His assurance follows a report last December by Audit Scotland, which cast doubt on whether the new agency’s recruitment and IT programmes were sufficiently on track. It questioned whether the body would be ready in time to take up collection of the first national Scottish taxes to be levied for more than three centuries.
But Swinney’s announcement means that Revenue & Customs can now go ahead with arrangements to wind up stamp duty and landfill tax in Scotland from the end of March, ready for their replacement by new devolved taxes, which were introduced under the 2012 Scotland Act. The Act also empowers Revenue Scotland to collect a share of income tax from 2016, and it may gain further powers in the wake of the Smith Commission.
‘A group of senior Scottish and UK government officials have agreed that all necessary preparations are now in place and arrangements can now be made to introduce the devolved taxes,’ Swinney said today.
‘I have written to the Financial Secretary to the Treasury asking for the required orders to be laid at Westminster to allow Revenue Scotland to take the reins – effectively switching off stamp duty land tax and the UK landfill tax.
‘These two new taxes are the first national taxes for Scotland in 308 years and it is important that they are administered fairly and correctly.’

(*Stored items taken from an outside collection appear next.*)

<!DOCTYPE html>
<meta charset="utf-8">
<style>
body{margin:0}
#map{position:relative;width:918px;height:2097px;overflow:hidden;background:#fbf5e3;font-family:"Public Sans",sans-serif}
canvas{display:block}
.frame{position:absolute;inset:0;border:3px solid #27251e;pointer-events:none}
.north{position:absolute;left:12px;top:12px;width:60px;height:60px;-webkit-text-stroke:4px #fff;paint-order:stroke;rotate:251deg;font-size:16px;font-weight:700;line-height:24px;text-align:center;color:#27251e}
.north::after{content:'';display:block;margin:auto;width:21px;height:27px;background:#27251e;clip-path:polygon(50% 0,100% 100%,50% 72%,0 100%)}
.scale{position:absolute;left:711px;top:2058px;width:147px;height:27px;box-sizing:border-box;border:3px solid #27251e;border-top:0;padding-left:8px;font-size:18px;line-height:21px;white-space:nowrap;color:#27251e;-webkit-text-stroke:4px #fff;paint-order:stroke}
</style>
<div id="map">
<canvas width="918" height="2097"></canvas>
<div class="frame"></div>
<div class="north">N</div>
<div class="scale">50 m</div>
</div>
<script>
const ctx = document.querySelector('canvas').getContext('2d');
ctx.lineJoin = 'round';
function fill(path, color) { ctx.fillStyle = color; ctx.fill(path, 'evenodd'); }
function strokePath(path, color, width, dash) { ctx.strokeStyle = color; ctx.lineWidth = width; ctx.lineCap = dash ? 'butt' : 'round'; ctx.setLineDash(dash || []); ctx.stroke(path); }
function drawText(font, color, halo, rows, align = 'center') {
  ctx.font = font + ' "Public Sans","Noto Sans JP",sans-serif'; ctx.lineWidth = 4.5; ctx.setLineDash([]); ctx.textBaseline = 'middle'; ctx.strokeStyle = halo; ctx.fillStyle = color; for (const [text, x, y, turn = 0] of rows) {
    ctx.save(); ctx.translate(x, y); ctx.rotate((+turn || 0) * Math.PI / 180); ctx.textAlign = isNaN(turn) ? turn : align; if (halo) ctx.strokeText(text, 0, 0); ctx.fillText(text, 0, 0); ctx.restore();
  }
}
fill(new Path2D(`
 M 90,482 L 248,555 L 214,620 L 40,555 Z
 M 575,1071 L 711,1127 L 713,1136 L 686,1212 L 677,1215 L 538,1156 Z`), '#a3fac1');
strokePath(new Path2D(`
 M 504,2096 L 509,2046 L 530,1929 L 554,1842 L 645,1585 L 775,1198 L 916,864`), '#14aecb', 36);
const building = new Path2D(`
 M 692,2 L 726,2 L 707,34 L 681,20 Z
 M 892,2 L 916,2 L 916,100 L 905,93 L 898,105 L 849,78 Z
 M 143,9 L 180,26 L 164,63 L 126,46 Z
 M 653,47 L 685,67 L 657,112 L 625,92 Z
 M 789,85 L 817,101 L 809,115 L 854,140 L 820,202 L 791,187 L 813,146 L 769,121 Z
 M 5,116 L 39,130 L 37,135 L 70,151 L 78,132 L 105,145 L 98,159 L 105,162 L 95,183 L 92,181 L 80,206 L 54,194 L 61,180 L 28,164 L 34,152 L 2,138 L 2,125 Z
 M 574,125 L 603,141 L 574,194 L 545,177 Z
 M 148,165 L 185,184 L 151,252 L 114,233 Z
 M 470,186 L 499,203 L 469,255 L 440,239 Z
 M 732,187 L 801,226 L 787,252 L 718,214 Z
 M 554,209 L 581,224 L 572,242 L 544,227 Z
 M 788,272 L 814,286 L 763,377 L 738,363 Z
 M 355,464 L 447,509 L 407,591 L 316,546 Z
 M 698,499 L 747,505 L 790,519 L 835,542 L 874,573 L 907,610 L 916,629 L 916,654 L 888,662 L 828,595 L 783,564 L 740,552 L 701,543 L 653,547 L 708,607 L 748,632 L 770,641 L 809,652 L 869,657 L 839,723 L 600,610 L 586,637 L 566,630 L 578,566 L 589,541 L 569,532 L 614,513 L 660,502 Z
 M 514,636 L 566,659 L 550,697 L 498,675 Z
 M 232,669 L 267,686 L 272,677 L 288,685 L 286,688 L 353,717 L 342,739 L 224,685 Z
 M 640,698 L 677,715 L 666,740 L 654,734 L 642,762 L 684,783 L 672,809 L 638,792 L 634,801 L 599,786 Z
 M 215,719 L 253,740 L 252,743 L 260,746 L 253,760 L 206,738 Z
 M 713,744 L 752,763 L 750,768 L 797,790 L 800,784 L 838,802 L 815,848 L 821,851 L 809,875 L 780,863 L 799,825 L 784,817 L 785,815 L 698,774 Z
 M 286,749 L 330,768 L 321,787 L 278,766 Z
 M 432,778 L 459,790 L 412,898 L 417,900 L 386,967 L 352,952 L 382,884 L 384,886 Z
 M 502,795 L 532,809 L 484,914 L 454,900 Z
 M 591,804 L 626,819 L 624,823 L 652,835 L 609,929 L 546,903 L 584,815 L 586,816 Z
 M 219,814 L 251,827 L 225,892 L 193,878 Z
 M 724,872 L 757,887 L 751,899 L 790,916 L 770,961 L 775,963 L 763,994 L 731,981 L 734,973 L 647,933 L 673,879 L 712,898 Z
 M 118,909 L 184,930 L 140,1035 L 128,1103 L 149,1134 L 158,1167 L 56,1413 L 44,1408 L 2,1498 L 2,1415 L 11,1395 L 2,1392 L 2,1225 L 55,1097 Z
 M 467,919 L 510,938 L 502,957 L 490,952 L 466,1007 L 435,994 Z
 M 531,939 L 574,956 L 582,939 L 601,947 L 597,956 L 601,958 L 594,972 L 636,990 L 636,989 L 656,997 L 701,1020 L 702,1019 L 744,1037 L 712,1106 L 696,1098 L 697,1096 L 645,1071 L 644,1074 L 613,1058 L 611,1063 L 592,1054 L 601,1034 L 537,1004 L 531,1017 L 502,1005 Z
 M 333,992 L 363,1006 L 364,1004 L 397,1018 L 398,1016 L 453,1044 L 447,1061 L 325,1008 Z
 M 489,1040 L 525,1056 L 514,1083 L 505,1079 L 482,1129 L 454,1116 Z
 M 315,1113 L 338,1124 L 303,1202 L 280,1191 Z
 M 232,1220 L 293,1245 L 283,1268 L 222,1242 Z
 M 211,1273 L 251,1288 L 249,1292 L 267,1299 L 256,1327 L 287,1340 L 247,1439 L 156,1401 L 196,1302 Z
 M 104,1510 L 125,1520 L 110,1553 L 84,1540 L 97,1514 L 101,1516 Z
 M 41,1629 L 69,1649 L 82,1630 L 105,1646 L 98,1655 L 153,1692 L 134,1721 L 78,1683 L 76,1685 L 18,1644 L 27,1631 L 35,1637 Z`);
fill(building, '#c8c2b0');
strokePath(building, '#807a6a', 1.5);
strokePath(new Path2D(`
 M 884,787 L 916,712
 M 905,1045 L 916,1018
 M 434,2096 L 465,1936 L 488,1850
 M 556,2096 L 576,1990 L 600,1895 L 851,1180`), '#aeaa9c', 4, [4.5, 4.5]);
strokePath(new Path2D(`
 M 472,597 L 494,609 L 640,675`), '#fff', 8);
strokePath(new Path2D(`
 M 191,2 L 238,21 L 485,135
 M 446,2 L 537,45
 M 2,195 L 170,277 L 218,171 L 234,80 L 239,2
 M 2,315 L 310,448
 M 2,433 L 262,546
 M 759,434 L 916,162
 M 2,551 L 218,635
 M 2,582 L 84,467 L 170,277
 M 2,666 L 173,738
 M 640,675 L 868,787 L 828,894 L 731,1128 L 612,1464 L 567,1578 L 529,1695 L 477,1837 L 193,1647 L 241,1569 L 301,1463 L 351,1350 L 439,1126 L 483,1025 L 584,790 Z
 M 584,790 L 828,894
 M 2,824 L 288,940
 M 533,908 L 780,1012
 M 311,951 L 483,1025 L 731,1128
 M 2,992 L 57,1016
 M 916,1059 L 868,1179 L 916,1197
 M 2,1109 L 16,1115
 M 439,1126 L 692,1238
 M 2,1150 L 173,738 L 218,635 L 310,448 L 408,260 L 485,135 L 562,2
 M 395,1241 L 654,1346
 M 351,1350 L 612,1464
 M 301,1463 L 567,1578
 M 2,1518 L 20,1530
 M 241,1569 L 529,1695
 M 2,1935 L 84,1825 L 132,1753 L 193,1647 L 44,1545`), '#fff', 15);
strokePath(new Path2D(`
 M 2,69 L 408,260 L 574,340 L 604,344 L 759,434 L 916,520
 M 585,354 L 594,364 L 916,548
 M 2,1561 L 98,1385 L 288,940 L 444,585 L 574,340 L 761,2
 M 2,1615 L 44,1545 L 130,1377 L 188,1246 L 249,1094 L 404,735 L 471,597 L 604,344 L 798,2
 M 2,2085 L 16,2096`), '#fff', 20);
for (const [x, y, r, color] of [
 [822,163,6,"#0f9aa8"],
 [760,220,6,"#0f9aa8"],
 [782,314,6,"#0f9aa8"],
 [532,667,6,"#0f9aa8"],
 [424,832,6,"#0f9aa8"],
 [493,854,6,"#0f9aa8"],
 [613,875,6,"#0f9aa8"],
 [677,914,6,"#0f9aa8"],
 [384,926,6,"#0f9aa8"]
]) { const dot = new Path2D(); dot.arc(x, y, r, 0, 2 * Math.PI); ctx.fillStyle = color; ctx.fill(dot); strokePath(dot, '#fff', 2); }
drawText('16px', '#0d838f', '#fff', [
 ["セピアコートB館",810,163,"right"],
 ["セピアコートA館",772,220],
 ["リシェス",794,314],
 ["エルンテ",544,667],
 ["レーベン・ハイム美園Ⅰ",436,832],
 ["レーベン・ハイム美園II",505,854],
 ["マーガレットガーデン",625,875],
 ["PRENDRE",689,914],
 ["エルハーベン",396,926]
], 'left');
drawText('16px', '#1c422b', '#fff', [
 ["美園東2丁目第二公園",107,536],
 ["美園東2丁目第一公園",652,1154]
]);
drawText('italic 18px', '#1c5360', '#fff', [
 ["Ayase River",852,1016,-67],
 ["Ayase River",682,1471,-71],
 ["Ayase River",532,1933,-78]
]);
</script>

The new Land & Buildings Transaction Tax, which replaces stamp duty, remains controversial, despite revised rates announced by Swinney last week. Scottish Ministers wanted the tax to be markedly more progressive than its UK predecessor, but were caught unprepared when Chancellor George Osborne reformed stamp duty rates in the rest of the UK in last year’s Autumn Statement.
This exposed the new Scottish tax to complaints that it would disadvantage middle-market buyers in Scotland, leading to last week’s hurried revision of the rates, which Swinney said would now mean that half of all transactions were tax-free and that 40,000 buyers would benefit from lower duties.
But the upmarket estate agency Savills claimed this week that even the revised rates could still provoke a crash in Scotland’s property market, by penalising more expensive transactions and creating a knock-on effect on sales of less valuable properties. Tax will be higher in Scotland than in England on transactions above £330,000, with the disparity on a £1m sale approaching £35,000.
Swinney insisted today: ‘Our ultimate aim is to apply a fair tax regime to help grow the economy and increase opportunities for people. I am confident Revenue Scotland is up to that challenge.’